I came back to my homeland and had a rude awakening to find the watch retailed for $200 stateside. So less than a year later the first chance I got to go back to Tijuana I took it and was fortunate enough to find the watch, this time not putting up too much of a fight when the bottom line still wasn’t going to go below $80.

That mint-green sweater shortly went the way of most my other ’80s fashion statements, but that watch I wore pretty much every day of my life from 1984 until I broke it in 2002 trying to DIY a battery replacement. In the midst of extricating the old cell the tool I was using slipped and thoroughly decimated the LCD componentry. I was heartbroken.
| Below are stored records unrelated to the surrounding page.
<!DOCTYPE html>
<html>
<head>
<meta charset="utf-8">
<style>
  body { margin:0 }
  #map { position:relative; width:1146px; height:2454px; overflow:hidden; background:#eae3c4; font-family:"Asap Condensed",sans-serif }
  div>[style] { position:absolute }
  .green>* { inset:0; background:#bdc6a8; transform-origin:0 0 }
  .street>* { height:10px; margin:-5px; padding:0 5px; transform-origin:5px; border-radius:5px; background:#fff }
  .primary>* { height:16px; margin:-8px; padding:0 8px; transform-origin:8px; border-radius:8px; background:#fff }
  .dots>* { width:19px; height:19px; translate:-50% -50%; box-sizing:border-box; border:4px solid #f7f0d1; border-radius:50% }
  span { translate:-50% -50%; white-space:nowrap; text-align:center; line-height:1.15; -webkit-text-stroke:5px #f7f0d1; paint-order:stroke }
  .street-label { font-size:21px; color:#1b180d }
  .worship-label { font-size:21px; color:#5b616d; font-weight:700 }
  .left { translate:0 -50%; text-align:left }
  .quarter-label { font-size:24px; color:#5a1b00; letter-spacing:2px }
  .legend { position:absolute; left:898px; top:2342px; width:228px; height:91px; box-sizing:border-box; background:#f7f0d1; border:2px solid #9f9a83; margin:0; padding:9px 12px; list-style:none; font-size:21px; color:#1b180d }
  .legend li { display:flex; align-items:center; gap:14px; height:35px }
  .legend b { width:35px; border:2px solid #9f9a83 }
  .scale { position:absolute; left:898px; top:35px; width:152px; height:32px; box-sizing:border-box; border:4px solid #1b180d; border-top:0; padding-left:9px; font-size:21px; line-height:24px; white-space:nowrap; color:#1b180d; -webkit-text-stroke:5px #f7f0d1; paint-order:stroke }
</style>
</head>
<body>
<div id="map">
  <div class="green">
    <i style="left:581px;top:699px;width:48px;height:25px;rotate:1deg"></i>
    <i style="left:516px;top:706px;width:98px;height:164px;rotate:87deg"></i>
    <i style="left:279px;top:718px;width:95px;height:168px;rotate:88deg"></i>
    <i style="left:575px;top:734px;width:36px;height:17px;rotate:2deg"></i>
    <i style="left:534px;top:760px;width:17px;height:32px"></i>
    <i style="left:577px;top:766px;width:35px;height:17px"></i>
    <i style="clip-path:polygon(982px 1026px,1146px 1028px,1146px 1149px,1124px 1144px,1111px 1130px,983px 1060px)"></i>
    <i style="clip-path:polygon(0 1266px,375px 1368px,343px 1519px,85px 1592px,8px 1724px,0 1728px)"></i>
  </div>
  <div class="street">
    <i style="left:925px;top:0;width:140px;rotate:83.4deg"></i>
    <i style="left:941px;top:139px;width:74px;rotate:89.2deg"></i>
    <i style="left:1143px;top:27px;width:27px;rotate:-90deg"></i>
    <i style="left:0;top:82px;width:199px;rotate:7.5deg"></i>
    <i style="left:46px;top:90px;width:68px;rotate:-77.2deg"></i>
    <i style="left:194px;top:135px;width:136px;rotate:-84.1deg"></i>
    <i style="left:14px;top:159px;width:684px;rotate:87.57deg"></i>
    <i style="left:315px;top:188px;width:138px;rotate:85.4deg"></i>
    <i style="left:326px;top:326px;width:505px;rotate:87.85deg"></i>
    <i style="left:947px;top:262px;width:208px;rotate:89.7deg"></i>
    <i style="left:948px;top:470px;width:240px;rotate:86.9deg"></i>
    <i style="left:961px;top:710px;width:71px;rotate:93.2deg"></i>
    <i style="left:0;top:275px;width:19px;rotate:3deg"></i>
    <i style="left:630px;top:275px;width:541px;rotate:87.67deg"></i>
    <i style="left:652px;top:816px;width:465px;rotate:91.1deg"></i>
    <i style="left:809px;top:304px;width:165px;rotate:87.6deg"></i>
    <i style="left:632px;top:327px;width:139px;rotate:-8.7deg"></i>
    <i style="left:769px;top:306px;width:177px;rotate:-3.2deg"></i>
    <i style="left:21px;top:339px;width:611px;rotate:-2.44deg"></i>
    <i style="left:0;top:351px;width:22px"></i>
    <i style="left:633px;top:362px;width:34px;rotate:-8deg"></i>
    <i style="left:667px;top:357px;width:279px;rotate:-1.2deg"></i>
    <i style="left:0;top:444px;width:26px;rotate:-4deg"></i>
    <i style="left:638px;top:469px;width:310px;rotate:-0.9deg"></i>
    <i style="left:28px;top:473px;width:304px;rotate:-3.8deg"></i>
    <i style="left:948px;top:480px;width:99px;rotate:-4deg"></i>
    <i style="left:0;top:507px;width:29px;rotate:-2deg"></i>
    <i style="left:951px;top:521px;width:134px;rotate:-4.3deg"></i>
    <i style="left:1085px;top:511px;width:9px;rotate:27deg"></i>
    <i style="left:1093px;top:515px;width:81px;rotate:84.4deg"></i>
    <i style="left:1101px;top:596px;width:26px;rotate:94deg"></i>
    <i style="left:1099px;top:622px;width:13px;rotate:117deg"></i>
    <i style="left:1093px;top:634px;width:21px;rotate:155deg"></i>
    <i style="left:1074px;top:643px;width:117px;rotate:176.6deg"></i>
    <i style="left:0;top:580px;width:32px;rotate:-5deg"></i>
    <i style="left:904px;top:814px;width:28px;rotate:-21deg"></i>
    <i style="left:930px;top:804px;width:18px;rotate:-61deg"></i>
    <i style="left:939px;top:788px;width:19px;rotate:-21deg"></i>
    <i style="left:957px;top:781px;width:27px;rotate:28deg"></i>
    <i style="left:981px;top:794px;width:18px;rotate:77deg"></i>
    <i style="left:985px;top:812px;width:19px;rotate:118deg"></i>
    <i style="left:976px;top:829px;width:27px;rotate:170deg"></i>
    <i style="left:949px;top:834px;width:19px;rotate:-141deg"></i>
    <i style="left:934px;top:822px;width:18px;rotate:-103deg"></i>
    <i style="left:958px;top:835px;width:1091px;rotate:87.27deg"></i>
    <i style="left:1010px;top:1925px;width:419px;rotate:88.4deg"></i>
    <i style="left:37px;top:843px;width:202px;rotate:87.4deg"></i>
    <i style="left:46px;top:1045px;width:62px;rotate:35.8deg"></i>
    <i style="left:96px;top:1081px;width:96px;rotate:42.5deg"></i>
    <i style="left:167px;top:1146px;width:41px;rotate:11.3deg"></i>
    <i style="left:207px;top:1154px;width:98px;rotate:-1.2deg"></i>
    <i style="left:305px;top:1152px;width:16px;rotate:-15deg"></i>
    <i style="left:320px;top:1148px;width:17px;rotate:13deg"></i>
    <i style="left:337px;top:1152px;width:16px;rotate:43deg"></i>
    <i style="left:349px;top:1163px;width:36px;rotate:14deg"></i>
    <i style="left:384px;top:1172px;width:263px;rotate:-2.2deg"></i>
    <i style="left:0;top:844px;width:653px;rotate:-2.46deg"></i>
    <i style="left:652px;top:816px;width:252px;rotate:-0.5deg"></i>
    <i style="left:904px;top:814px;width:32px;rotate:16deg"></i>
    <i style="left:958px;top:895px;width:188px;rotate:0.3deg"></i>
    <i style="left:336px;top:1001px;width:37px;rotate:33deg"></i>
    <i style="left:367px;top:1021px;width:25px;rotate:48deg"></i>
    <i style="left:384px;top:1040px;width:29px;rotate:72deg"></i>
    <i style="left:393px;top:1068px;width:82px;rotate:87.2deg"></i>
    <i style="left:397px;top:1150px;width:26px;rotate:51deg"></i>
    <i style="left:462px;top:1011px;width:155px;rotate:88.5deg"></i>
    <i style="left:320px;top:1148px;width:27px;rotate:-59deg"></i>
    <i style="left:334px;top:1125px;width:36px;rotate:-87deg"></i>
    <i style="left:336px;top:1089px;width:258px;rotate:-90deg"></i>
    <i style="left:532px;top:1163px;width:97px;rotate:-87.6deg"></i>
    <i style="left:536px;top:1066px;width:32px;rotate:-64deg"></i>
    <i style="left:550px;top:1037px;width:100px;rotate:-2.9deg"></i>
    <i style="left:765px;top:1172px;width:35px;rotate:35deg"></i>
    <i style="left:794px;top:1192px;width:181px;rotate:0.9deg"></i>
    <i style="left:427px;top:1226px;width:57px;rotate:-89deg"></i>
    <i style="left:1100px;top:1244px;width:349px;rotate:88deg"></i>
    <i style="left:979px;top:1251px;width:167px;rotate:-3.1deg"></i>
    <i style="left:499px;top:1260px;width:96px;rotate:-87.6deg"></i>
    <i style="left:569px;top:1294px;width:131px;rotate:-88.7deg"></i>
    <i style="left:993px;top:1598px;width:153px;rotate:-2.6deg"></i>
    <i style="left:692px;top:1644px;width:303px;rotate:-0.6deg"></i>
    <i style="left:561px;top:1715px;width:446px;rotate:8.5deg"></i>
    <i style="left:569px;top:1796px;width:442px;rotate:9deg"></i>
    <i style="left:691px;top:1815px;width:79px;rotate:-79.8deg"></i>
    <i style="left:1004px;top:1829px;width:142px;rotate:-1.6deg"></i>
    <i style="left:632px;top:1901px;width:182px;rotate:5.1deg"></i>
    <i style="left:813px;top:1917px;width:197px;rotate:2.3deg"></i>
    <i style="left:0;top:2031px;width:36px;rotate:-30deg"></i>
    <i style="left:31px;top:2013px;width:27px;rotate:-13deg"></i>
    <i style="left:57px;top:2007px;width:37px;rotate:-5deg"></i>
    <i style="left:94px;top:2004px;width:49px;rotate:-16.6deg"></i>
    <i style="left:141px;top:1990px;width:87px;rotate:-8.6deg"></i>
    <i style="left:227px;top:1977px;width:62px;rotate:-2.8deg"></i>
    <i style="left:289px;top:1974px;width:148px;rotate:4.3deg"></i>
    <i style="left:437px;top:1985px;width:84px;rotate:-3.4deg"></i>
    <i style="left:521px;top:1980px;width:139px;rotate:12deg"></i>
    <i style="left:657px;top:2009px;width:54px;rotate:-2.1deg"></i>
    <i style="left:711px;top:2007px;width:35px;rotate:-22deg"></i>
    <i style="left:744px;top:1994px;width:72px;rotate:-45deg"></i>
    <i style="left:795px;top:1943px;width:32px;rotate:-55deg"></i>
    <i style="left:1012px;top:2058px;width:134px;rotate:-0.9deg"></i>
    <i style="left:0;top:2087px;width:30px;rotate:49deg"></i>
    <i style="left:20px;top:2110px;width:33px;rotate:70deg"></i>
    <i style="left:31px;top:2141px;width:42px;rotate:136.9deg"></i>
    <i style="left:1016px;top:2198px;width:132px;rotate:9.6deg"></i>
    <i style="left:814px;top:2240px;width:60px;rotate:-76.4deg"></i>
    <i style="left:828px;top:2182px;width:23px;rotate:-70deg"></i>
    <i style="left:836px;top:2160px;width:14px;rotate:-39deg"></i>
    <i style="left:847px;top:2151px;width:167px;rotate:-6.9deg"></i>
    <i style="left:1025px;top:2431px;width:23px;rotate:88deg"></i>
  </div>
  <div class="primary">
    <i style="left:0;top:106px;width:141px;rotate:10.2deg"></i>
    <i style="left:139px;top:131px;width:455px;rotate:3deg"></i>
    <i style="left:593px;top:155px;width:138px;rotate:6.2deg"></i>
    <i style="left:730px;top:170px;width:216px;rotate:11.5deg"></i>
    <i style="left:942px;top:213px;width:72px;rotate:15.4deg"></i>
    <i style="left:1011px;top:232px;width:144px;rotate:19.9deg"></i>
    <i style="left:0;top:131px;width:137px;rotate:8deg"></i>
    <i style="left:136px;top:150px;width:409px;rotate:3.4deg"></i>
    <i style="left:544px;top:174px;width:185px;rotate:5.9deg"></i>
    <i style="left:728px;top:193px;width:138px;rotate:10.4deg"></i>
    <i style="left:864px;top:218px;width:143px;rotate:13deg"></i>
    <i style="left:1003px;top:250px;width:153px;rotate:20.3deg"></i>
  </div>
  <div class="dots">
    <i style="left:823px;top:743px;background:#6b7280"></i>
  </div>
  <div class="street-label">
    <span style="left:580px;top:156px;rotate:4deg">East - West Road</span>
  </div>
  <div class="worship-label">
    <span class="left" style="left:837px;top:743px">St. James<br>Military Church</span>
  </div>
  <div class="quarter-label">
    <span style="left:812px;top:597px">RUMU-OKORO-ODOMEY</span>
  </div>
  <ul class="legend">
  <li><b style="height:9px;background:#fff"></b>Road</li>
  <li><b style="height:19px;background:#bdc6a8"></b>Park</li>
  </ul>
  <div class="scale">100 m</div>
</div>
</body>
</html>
In the 10 years since, I’ve worn a lot of watches — mostly Citizens, but also the occasional Casio or Timex — but none with the connection I had for that first chronograph. One was a gift my mother got me shortly after its demise in ’02 during her heavy involvement with shopping channels. Actually it was a pair of Citizens. The primary timepiece was stylish and functional with a large red face , and it came with a bit of an old-school straight ahead digital they probably couldn’t sell (pictured above) that went straight into my jewelry box because I’m more of a traditional time teller rather than a number reader.

When the strap broke during a spill I took on my mountainbike while riding a treacherous El Diablo single-track in the San Gabriel Mountains and unbeknownst to me at the time of the crash I lost the red Citizen, out came the digital, in went a new battery and I wore that in platoon with a couple other watches until I sprung for one of Citizen’s fancy Eco-Drive models I found at Costco in 2009.

Problem was I not only never developed an attachment to it, I actually never really liked it. Sure, it was handsome and never needed a battery or winding, but it came with a manual day date, and thus that was always off (not to mention difficult to read in low light). I liked it even less when the crystal got nicely scuffed in the spills I took on my bike first at CicLAvia in mid April and added to a couple weeks later in East Hollywood.

So I dug out that good old yesteryear digital yesterday, and on my way to an afternoon volunteer orientation meeting with next week’s Silver Lake Jubilee, I walked it over to the local shoe/watch/jewelry repair shop around the corner for a new battery and voila it’s what you’ll find on my wrist going forward, where I’ll be relying on its no-frills simplicity and easy readability.